Don Boudreaux injects a dose of economic sanity into the debate by reminding Fletcher that "Such a claim reveals its author to be unaware that another name for “U.S. trade deficit” is “U.S. capital-account surplus” – that is, inflows of investment funds into America that supply (directly or indirectly) financing for more capital creation in America."
The chart above shows just how significant those foreign capital inflows into the U.S. economy really are, using BEA data on "direct investment" by foreigners. Foreigners are also buying government Treasury securities and other private U.S. securities (stocks, bonds, bank CDs, etc.), but the chart above is showing just the capital inflows into American companies in industries including manufacturing (Toyota, Honda, BMW, etc.), retail trade (IKEA), publishing, telecommunications, finance and insurance, real estate, engineering, mining, utilities, computer systems, construction, hotels, health care, transportation, etc. (see BEA website here for more information).

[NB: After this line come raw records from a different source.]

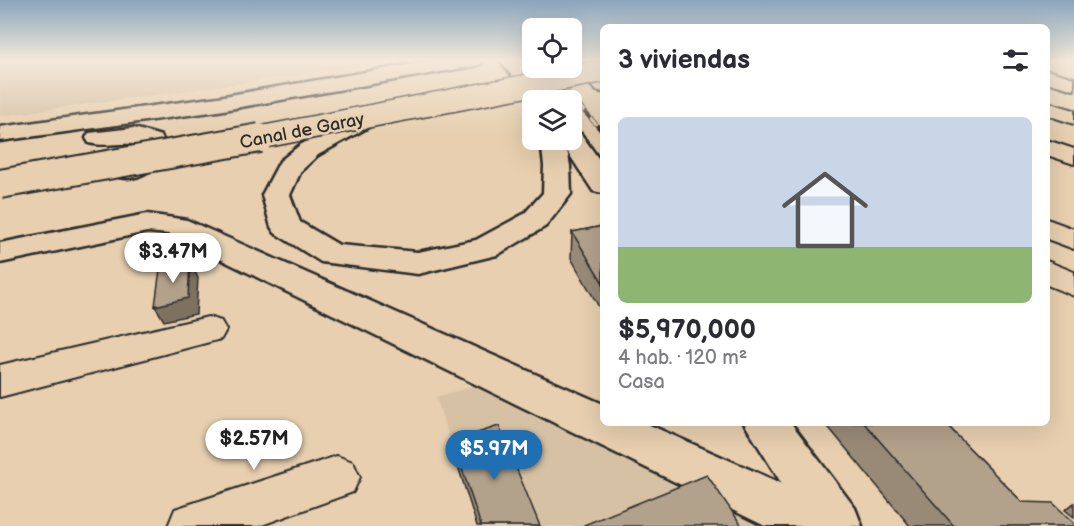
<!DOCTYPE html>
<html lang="es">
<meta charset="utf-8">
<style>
body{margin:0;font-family:"Balsamiq Sans",sans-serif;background:#f2f2f3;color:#2b2b33;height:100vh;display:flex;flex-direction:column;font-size:22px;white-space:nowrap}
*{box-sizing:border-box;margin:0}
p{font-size:20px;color:#7c7c81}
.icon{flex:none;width:33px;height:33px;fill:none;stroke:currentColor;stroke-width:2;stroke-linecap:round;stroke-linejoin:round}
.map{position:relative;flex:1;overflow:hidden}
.sheet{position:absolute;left:600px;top:24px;width:450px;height:402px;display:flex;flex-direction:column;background:#fff;border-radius:9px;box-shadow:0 6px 24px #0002}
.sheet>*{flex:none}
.fabs{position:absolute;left:522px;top:18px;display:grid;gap:12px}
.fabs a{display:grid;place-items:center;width:60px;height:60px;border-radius:9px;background:#fff;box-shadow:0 6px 24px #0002;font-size:30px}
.price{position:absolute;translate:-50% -51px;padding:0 14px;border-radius:21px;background:#fff;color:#222;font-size:20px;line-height:39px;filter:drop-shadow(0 2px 3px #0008)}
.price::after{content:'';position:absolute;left:50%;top:36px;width:18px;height:14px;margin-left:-9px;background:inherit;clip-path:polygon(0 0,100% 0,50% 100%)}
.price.active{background:#1f6fb2;color:#fff}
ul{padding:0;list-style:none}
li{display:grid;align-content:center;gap:12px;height:318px;padding:0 18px}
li+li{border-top:2px solid #e1e1e2}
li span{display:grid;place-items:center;height:186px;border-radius:9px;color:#555}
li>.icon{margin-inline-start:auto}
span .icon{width:108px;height:108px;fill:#fffc;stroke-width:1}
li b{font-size:26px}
h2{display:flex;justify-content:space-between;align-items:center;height:72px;padding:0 18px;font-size:26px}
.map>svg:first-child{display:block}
</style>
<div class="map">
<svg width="1074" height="526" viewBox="0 0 1074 526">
<rect width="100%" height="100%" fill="#e7cfaf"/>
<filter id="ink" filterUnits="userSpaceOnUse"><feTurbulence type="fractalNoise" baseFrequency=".0167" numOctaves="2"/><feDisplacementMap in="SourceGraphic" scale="12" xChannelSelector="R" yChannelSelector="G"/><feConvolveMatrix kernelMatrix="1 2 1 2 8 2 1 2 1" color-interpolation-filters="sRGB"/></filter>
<g filter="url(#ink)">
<g fill="#d7c1a4">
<path d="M 391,60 L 284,77 L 0,116 L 0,60 Z"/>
<path d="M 474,386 L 770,526 L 477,526 L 436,397 Z"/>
</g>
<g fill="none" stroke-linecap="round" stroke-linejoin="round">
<g stroke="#2b2b2b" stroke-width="4">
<g id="street">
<path d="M 1047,70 L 1074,78 L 1074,90 L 1047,82 Z"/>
<path d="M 1047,102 L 1074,110 L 1074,124 L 1047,115 Z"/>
<path d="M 1047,140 L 1074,149 L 1074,164 L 1047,155 Z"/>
<path d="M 1047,219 L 1074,229 L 1074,249 L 1047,239 Z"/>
<path d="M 1047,261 L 1074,272 L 1074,296 L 1047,285 Z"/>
<path d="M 208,317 L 221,321 L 226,330 L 221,339 L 0,397 L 0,365 Z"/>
<path d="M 337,456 L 353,462 L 360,477 L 353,492 L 259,526 L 168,526 L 175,509 Z"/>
</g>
</g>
<g stroke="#2b2b2b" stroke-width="5">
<g id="secondary">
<path d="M 437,60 L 483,60 L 481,64 L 474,66 L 218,111 L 0,141 L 0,127 L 218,97 Z"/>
<path d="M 499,60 L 519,60 L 555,100 L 533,100 Z"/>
<path d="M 572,60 L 588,60 L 603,75 L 603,92 L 596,90 L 572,66 Z"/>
<path d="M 134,128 L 161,136 L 169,150 C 157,167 141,182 119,177 L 115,171 C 121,161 135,159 143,149 L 142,146 C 124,140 107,148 89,143 L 86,138 L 89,133 Z"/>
<path d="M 572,132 L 581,134 L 603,165 L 603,193 L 593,191 L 560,140 L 572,140 Z"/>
<path d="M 744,423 L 791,423 L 855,508 L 862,526 L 808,526 Z"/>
</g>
</g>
<g stroke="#2b2b2b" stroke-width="5">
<g id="highway">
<path d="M 366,112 L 374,114 L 378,119 L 374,124 L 318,155 L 301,171 L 290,195 L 300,222 L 339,245 L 418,252 L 476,240 L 524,214 L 543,193 L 544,166 L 541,140 L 565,140 L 570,166 L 571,194 L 546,226 L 497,255 L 418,274 L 321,262 L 275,233 L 271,227 L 262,195 L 280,161 L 300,145 L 358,114 Z"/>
<path d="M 147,214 L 187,220 L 603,404 L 603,423 L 645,423 L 837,508 L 844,526 L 765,526 L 169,234 L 147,232 L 0,263 L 0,243 Z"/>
</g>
</g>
<use href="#street" fill="#e7cfaf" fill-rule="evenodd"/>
<use href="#secondary" fill="#e7cfaf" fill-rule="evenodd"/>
<use href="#highway" fill="#e7cfaf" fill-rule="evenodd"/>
<g stroke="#2b2b2b" stroke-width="4.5">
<path id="rail" d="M 539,68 L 566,91 L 603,132"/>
</g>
<use href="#rail" stroke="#e7cfaf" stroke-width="3" stroke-dasharray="9" stroke-linecap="butt"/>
<g stroke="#2b2b2b" stroke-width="25" stroke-linecap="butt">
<path id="highway-bridge-far1" d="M 252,139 L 603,71"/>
</g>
<g stroke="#2b2b2b" stroke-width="32" stroke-linecap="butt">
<path id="highway-bridge" d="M 0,184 L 260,138"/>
</g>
<use href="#highway-bridge-far1" stroke="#e7cfaf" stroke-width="22"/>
<use href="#highway-bridge" stroke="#e7cfaf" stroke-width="28"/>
</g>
<g fill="#998a78" stroke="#2b2b2b" stroke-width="1.5">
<path d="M 603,125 L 603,151 L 601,148 Z"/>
<path d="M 603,226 L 603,314 L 571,258 L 572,232 Z"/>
<path d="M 825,423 L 945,423 L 1022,502 L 1074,526 L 910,526 Z"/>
<path d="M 453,441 L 540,526 L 477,526 L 457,463 Z"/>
<path d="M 1074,503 L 1074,517 L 1065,510 Z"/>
</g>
<path fill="#7d7161" stroke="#2b2b2b" stroke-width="1.5" d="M 190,262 L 198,278 L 196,314 L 164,321 L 155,306 Z"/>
<g fill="#b2a18b" stroke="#2b2b2b" stroke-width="1.5">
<path d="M 603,226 L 603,283 L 572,232 Z"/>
<path d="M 190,262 L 188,298 L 155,306 L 160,269 Z"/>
<path d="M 864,423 L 945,423 L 1022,502 L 1053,503 L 1074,523 L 1074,526 L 954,526 Z"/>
<path d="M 499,426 L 540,526 L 481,526 L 453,441 Z"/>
<path d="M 707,475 L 742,526 L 585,526 L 584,525 Z"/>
</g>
</g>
<linearGradient id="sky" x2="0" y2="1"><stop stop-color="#8aa5bc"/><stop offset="0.45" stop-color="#f4e9db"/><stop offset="1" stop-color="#f4e9db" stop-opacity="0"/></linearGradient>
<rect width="1074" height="134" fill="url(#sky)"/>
<g text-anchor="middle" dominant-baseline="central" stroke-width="5" stroke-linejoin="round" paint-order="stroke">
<g font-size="18" fill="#2b2b2b" stroke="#e7cfaf">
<text transform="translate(302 131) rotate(-11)">Canal de Garay</text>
</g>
</g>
</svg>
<div class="fabs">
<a><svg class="icon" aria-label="locate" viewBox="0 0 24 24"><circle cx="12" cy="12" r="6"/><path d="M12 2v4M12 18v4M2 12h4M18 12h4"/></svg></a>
<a><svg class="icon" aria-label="layers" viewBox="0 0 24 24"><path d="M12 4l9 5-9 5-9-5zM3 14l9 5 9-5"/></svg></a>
</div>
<b class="price" style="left:173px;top:284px">$3.47M</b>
<b class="price" style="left:254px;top:471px">$2.57M</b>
<b class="price active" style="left:494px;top:481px">$5.97M</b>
<section class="sheet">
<h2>3 viviendas<svg class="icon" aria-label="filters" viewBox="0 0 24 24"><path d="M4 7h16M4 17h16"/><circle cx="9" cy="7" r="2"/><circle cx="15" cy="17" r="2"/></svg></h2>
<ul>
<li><span style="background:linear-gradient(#c9d6e8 70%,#8fb573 0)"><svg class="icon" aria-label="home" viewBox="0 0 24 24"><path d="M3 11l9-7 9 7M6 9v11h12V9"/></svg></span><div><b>$5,970,000</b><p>4 hab. · 120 m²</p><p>Casa</p></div></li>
</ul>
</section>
</div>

Bottom Line: As a direct consequence of our trade deficit, foreigners have invested almost $3.5 trillion into the U.S. economy since 1960 in American companies, with about half of that investment occurring in the last decade. Those trillions of dollars of investments in U.S. companies HAVE generated HUGE benefits for the American economy, and are responsible for almost 6 million U.S. jobs for Americans working at Toyota (NYSE:TM), Honda (NYSE:HMC), BMW, IKEA, etc.